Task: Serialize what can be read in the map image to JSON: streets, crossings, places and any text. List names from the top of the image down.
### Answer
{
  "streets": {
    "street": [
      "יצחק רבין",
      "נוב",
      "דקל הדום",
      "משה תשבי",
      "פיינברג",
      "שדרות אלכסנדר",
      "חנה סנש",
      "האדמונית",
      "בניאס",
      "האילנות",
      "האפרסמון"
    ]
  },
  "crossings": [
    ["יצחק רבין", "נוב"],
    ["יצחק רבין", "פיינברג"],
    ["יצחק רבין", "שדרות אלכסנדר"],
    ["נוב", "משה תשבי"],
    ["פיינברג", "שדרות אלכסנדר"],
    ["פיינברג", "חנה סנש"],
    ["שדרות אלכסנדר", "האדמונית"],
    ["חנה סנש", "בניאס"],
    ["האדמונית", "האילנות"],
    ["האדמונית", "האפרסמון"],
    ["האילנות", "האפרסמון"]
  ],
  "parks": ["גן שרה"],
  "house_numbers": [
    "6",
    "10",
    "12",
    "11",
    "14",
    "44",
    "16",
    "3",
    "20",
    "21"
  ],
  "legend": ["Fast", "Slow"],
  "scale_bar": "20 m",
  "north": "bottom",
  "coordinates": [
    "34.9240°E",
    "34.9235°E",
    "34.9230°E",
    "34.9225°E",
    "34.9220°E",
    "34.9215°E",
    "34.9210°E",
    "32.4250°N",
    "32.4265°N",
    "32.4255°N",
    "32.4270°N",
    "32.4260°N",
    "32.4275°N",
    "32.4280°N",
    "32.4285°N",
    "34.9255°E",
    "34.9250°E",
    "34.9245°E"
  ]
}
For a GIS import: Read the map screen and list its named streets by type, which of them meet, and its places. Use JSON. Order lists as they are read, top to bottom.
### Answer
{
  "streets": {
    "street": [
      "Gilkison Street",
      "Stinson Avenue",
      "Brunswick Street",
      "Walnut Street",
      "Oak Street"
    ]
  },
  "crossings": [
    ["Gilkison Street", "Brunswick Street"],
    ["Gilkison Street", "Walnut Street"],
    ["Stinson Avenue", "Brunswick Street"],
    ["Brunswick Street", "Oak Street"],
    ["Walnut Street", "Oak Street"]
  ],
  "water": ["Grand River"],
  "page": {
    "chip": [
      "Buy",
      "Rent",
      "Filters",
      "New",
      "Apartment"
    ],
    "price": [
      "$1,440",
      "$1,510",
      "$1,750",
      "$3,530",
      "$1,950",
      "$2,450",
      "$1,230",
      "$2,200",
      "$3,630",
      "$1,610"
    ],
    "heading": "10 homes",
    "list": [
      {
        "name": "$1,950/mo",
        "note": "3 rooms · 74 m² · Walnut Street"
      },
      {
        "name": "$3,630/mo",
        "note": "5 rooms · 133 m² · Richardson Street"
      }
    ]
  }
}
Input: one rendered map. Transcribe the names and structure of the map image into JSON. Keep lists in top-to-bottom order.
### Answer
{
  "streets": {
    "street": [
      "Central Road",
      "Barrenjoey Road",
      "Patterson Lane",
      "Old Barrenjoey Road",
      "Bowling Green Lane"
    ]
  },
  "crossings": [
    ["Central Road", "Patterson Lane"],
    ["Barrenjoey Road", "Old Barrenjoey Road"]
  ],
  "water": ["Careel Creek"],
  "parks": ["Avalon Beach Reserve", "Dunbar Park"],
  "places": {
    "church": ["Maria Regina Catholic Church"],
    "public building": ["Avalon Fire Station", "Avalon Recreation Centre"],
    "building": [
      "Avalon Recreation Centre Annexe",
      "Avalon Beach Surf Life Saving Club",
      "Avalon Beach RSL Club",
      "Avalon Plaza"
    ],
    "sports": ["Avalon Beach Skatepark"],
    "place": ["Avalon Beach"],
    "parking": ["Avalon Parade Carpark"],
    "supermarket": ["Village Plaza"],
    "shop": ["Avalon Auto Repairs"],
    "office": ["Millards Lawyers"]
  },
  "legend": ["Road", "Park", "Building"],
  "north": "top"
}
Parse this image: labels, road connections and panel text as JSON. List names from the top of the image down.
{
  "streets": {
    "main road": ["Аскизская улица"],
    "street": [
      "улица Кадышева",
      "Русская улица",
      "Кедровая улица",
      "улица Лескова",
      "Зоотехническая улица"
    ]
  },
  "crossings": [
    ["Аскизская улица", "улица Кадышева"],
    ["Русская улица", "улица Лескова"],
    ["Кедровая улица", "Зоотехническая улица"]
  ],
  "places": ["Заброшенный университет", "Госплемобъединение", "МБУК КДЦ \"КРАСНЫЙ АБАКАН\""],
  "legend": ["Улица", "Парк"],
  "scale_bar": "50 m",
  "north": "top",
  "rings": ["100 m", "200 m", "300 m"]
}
* * * *
**Task directions**
Each line above is to be reproduced exactly. Leave none out.

**Answer for this exercise**
Task: Serialize what can be read in the map image to JSON: streets, crossings, places and any text. List names from the top of the image down.
### Answer
{
  "streets": {
    "street": [
      "יצחק רבין",
      "נוב",
      "דקל הדום",
      "משה תשבי",
      "פיינברג",
      "שדרות אלכסנדר",
      "חנה סנש",
      "האדמונית",
      "בניאס",
      "האילנות",
      "האפרסמון"
    ]
  },
  "crossings": [
    ["יצחק רבין", "נוב"],
    ["יצחק רבין", "פיינברג"],
    ["יצחק רבין", "שדרות אלכסנדר"],
    ["נוב", "משה תשבי"],
    ["פיינברג", "שדרות אלכסנדר"],
    ["פיינברג", "חנה סנש"],
    ["שדרות אלכסנדר", "האדמונית"],
    ["חנה סנש", "בניאס"],
    ["האדמונית", "האילנות"],
    ["האדמונית", "האפרסמון"],
    ["האילנות", "האפרסמון"]
  ],
  "parks": ["גן שרה"],
  "house_numbers": [
    "6",
    "10",
    "12",
    "11",
    "14",
    "44",
    "16",
    "3",
    "20",
    "21"
  ],
  "legend": ["Fast", "Slow"],
  "scale_bar": "20 m",
  "north": "bottom",
  "coordinates": [
    "34.9240°E",
    "34.9235°E",
    "34.9230°E",
    "34.9225°E",
    "34.9220°E",
    "34.9215°E",
    "34.9210°E",
    "32.4250°N",
    "32.4265°N",
    "32.4255°N",
    "32.4270°N",
    "32.4260°N",
    "32.4275°N",
    "32.4280°N",
    "32.4285°N",
    "34.9255°E",
    "34.9250°E",
    "34.9245°E"
  ]
}
For a GIS import: Read the map screen and list its named streets by type, which of them meet, and its places. Use JSON. Order lists as they are read, top to bottom.
### Answer
{
  "streets": {
    "street": [
      "Gilkison Street",
      "Stinson Avenue",
      "Brunswick Street",
      "Walnut Street",
      "Oak Street"
    ]
  },
  "crossings": [
    ["Gilkison Street", "Brunswick Street"],
    ["Gilkison Street", "Walnut Street"],
    ["Stinson Avenue", "Brunswick Street"],
    ["Brunswick Street", "Oak Street"],
    ["Walnut Street", "Oak Street"]
  ],
  "water": ["Grand River"],
  "page": {
    "chip": [
      "Buy",
      "Rent",
      "Filters",
      "New",
      "Apartment"
    ],
    "price": [
      "$1,440",
      "$1,510",
      "$1,750",
      "$3,530",
      "$1,950",
      "$2,450",
      "$1,230",
      "$2,200",
      "$3,630",
      "$1,610"
    ],
    "heading": "10 homes",
    "list": [
      {
        "name": "$1,950/mo",
        "note": "3 rooms · 74 m² · Walnut Street"
      },
      {
        "name": "$3,630/mo",
        "note": "5 rooms · 133 m² · Richardson Street"
      }
    ]
  }
}
Input: one rendered map. Transcribe the names and structure of the map image into JSON. Keep lists in top-to-bottom order.
### Answer
{
  "streets": {
    "street": [
      "Central Road",
      "Barrenjoey Road",
      "Patterson Lane",
      "Old Barrenjoey Road",
      "Bowling Green Lane"
    ]
  },
  "crossings": [
    ["Central Road", "Patterson Lane"],
    ["Barrenjoey Road", "Old Barrenjoey Road"]
  ],
  "water": ["Careel Creek"],
  "parks": ["Avalon Beach Reserve", "Dunbar Park"],
  "places": {
    "church": ["Maria Regina Catholic Church"],
    "public building": ["Avalon Fire Station", "Avalon Recreation Centre"],
    "building": [
      "Avalon Recreation Centre Annexe",
      "Avalon Beach Surf Life Saving Club",
      "Avalon Beach RSL Club",
      "Avalon Plaza"
    ],
    "sports": ["Avalon Beach Skatepark"],
    "place": ["Avalon Beach"],
    "parking": ["Avalon Parade Carpark"],
    "supermarket": ["Village Plaza"],
    "shop": ["Avalon Auto Repairs"],
    "office": ["Millards Lawyers"]
  },
  "legend": ["Road", "Park", "Building"],
  "north": "top"
}
Parse this image: labels, road connections and panel text as JSON. List names from the top of the image down.
{
  "streets": {
    "main road": ["Аскизская улица"],
    "street": [
      "улица Кадышева",
      "Русская улица",
      "Кедровая улица",
      "улица Лескова",
      "Зоотехническая улица"
    ]
  },
  "crossings": [
    ["Аскизская улица", "улица Кадышева"],
    ["Русская улица", "улица Лескова"],
    ["Кедровая улица", "Зоотехническая улица"]
  ],
  "places": ["Заброшенный университет", "Госплемобъединение", "МБУК КДЦ \"КРАСНЫЙ АБАКАН\""],
  "legend": ["Улица", "Парк"],
  "scale_bar": "50 m",
  "north": "top",
  "rings": ["100 m", "200 m", "300 m"]
}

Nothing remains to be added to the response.